• **Aim of the task**: Write out word for word each line of the records, beginning at the first and stopping after the line with "0 #6a6469) drop-shadow(-2px". Leave the pictures out.

• **The input**:
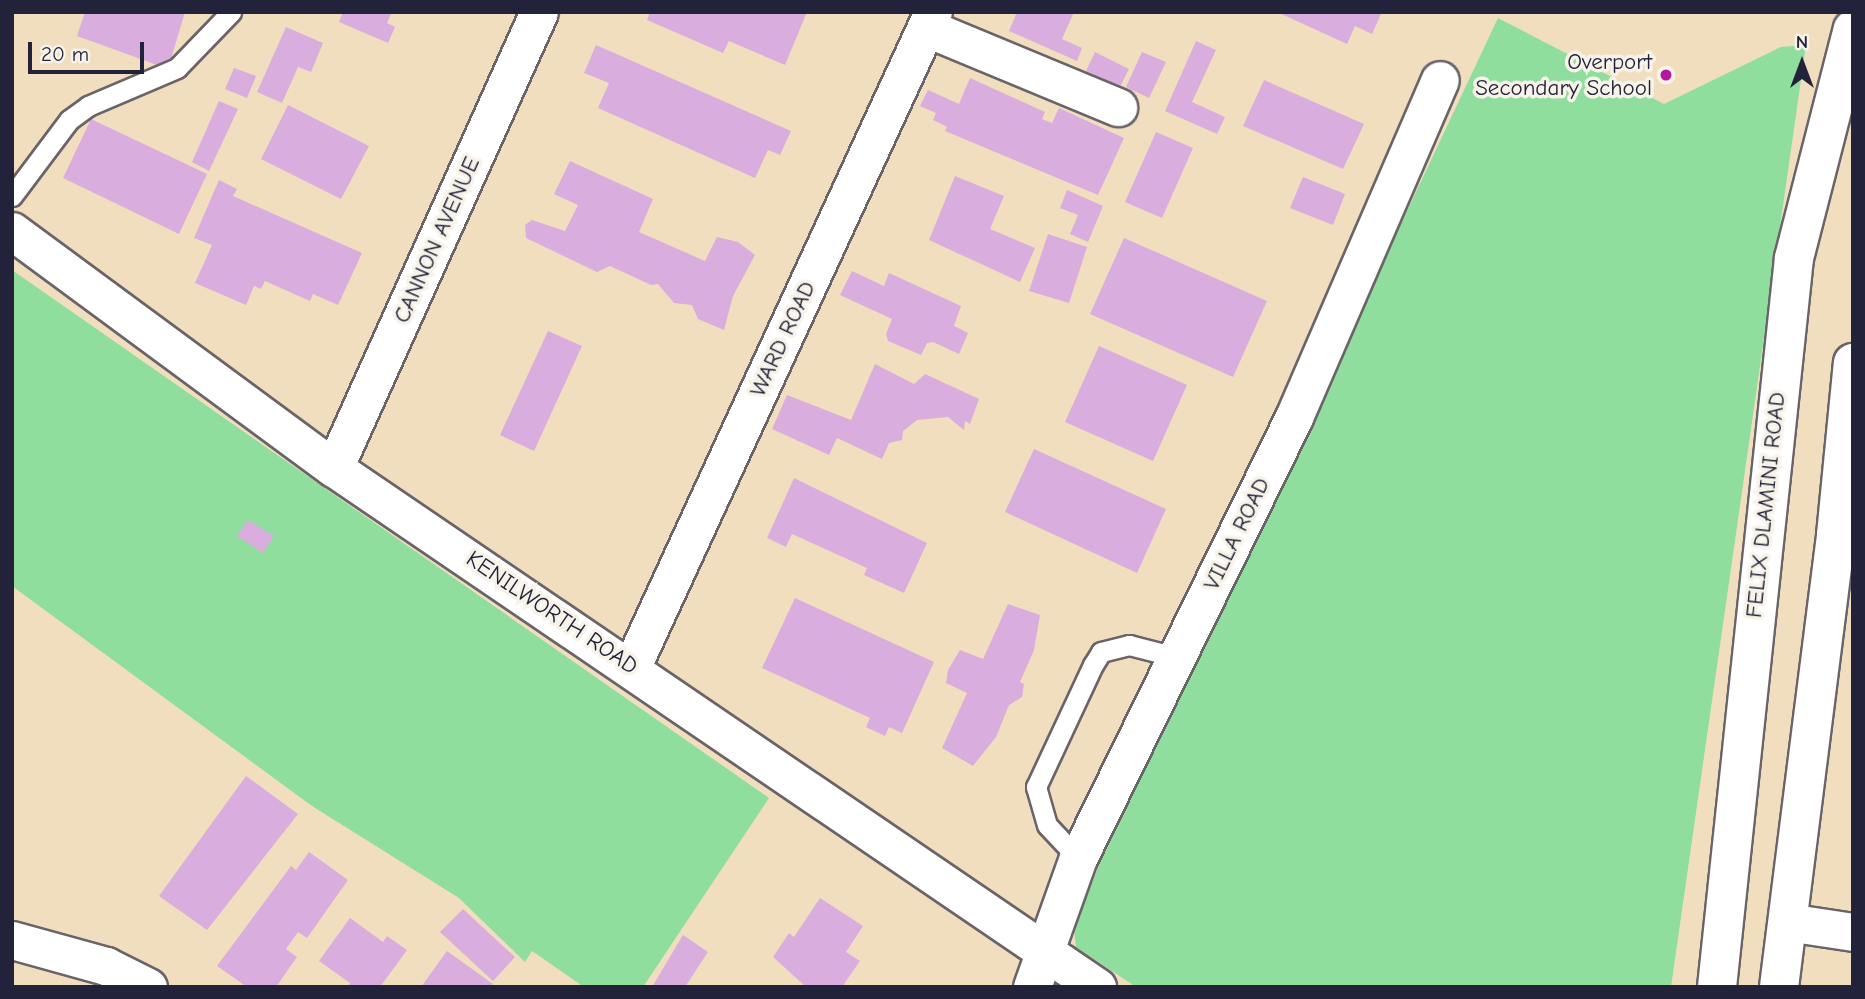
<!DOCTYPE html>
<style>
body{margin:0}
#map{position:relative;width:1865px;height:999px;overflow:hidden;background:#f0debf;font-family:"Comic Neue",sans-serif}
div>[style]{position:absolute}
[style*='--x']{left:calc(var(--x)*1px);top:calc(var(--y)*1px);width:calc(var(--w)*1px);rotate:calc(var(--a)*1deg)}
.green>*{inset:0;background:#8fde9d}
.building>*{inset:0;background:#d9aede}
.roads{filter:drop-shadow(2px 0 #6a6469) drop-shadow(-2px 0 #6a6469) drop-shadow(0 2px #6a6469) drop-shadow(0 -2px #6a6469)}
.service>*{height:19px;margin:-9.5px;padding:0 9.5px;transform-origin:9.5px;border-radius:9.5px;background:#fff}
.minor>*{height:37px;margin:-18.5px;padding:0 18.5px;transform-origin:18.5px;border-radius:18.5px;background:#fff}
.secondary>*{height:38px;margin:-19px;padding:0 19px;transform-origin:19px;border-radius:19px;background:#fff}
.dots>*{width:19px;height:19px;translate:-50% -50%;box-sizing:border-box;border:4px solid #f7f3e8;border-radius:50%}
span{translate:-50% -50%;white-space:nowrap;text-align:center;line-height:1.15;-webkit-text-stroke:7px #f7f3e8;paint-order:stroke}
.poi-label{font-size:23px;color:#22223b}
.right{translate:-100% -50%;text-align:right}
.street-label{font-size:23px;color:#22223b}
.frame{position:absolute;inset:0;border:14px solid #22223b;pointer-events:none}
.north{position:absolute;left:1767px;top:28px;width:70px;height:70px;-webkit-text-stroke:5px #f7f3e8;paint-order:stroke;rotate:0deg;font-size:19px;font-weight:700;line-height:28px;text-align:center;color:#22223b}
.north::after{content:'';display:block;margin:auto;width:24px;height:32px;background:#22223b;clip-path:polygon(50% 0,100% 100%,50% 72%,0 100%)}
.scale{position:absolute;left:28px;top:42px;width:116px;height:32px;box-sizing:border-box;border:4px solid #22223b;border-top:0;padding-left:9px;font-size:21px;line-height:24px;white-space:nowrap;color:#22223b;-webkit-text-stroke:5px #f7f3e8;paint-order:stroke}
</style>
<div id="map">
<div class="green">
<div style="clip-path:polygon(1498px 18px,1664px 104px,1781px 47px,1806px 45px,1671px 987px,1136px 987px,1076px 947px,1074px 930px,1099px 865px)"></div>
<div style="clip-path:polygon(12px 270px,769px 798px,643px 987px,584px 987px,532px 951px,525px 962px,459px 898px,312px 806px,12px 586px)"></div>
</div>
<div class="building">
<div style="clip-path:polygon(85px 12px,185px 12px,168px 69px,77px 36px)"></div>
<div style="clip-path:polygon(343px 12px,392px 12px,387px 23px,395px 27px,388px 43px,339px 22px)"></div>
<div style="clip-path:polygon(650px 12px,807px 12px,785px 65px,729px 41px,723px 53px,647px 20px)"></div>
<div style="clip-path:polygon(1017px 12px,1074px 12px,1062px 39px,1082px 48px,1077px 61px,1009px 31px)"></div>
<div style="clip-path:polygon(1277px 12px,1382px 12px,1372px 34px,1355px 26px,1347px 44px)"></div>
<div style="clip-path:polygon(286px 27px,323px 43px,311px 72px,298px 67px,282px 103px,257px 92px)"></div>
<div style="clip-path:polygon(1196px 41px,1216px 50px,1192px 102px,1225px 117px,1217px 134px,1165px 111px)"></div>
<div style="clip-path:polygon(596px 45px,791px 131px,780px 155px,768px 150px,755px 178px,598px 108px,609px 83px,584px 73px)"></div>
<div style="clip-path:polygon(1095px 52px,1129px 69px,1119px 89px,1086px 71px)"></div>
<div style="clip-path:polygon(1142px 52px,1166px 62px,1149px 98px,1126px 87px)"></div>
<div style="clip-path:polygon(234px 68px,256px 76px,247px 98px,225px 89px)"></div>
<div style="clip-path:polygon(970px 78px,1045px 112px,1042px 119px,1052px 123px,1059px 108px,1124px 138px,1098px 195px,945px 131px,947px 127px,933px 120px,936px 113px,920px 106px,928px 90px,959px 104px)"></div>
<div style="clip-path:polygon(1264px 80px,1364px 124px,1343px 169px,1243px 126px)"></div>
<div style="clip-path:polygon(219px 101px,238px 109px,209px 171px,192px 162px)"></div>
<div style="clip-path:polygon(288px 105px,369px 146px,341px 199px,261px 159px)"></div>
<div style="clip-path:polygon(91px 119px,207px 174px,179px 234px,63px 178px)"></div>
<div style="clip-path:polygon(1156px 132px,1193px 148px,1162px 218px,1125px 202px)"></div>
<div style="clip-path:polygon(570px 161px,653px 199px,639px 232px,705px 261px,717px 237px,738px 242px,755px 255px,733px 296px,724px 330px,698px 319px,692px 305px,674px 303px,658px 284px,651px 285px,610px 266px,597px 272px,526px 238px,525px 225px,532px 220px,565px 231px,578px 205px,554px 194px)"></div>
<div style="clip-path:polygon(955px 176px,1004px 196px,990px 229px,1035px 248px,1020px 282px,929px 240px)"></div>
<div style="clip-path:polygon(1303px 177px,1345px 194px,1333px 225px,1290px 208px)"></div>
<div style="clip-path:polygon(219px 180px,237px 189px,233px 196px,362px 253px,338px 305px,313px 294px,310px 301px,265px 281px,261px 289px,254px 286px,246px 305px,195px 283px,212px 245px,194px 238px)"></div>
<div style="clip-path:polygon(1067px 190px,1103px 206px,1088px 242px,1070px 234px,1078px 215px,1060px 208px)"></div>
<div style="clip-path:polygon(1048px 234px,1087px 247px,1069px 303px,1029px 291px)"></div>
<div style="clip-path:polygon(1124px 238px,1267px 301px,1233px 377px,1090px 314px)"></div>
<div style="clip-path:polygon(852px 271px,884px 286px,889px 273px,961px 306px,954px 326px,968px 333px,959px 354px,933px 342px,927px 343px,921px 355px,888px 341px,886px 334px,892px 319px,840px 295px)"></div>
<div style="clip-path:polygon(548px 331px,582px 346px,534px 451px,500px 435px)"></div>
<div style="clip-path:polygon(1099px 346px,1187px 385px,1153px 461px,1065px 422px)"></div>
<div style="clip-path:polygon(875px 364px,914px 384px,925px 374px,979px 399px,970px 424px,965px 421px,964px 430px,948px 417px,917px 420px,903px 431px,902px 440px,889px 443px,882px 459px,837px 438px,829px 455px,772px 429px,787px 395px,851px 420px)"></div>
<div style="clip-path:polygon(1034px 449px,1166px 509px,1137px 573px,1005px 512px)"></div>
<div style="clip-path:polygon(794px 478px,927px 543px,904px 593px,864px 575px,867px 568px,792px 534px,786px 547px,767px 538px)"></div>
<div style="clip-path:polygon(248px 520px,274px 536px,263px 553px,237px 536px)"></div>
<div style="clip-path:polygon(795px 598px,934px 662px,902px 733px,889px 727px,885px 736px,866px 727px,870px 718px,762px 668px)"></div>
<div style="clip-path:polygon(1008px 604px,1040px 615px,1034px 650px,1020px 682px,1024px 684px,1022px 697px,1009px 705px,996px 737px,973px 766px,942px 748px,967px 693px,946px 683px,948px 670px,960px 650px,983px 659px)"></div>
<div style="clip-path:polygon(246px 776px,298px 814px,207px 930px,159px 896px)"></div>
<div style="clip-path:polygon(309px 852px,348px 880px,307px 938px,298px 932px,286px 949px,297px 957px,276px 987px,247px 987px,217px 966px,291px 866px,296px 870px)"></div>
<div style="clip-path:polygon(820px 898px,863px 926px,846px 952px,860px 961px,842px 987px,806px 987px,773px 957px,789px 933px,794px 937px)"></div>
<div style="clip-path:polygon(463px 909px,515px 957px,493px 981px,440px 932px)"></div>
<div style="clip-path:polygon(350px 918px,383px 942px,387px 936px,407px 950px,380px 987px,347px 987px,350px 983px,319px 961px)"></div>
<div style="clip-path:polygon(683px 935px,708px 952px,685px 987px,652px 987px)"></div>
<div style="clip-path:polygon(447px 951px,493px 984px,490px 987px,421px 987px)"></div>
</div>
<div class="roads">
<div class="service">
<div style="--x:12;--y:196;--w:95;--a:-53.1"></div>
<div style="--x:69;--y:120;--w:24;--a:-36"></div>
<div style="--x:88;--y:106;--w:97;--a:-23.1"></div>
<div style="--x:177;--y:68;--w:78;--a:-46"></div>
<div style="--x:1078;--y:858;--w:45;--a:-133.2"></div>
<div style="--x:1047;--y:825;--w:40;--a:-106"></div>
<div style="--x:1036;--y:787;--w:135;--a:-65"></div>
<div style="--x:1093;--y:665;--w:15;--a:-58"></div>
<div style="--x:1101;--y:652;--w:29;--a:-14"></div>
<div style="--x:1129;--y:645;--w:49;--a:14.3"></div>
</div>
<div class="minor">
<div style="--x:927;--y:28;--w:207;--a:22.5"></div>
<div style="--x:12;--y:231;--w:400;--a:36.4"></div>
<div style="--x:334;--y:468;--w:923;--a:34.22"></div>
<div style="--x:334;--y:468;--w:500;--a:-65.8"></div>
<div style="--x:632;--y:666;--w:720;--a:-65.29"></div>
<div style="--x:1787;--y:922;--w:67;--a:8.6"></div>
<div style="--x:12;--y:940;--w:98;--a:15.5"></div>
<div style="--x:106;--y:966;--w:47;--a:26.6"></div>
<div style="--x:1032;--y:987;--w:137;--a:-70.4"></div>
<div style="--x:1078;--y:858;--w:491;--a:-63.9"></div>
<div style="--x:1294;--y:417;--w:367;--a:-66.6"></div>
</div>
<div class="secondary">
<div style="--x:1717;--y:987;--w:733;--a:-83.97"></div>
<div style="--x:1794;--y:258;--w:236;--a:-75.6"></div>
<div style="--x:1779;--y:987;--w:456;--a:-82.8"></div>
<div style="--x:1836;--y:535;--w:173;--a:-84.4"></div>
</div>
</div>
<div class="dots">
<div style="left:1666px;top:75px;background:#b5179e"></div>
</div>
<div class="poi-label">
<span class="right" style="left:1652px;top:75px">Overport<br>Secondary School</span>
</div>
<div class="street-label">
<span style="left:437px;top:240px;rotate:-66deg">CANNON AVENUE</span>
<span style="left:783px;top:339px;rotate:-65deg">WARD ROAD</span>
<span style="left:1766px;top:505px;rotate:-84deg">FELIX DLAMINI ROAD</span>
<span style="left:1237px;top:534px;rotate:-64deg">VILLA ROAD</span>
<span style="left:552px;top:613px;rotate:34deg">KENILWORTH ROAD</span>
</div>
<div class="frame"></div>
<div class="north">N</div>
<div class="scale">20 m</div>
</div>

• **Written solution**:
<!DOCTYPE html>
<style>
body{margin:0}
#map{position:relative;width:1865px;height:999px;overflow:hidden;background:#f0debf;font-family:"Comic Neue",sans-serif}
div>[style]{position:absolute}
[style*='--x']{left:calc(var(--x)*1px);top:calc(var(--y)*1px);width:calc(var(--w)*1px);rotate:calc(var(--a)*1deg)}
.green>*{inset:0;background:#8fde9d}
.building>*{inset:0;background:#d9aede}
.roads{filter:drop-shadow(2px 0 #6a6469) drop-shadow(-2px 0 #6a6469) drop-shadow(0 2px #6a6469) drop-shadow(0 -2px #6a6469)}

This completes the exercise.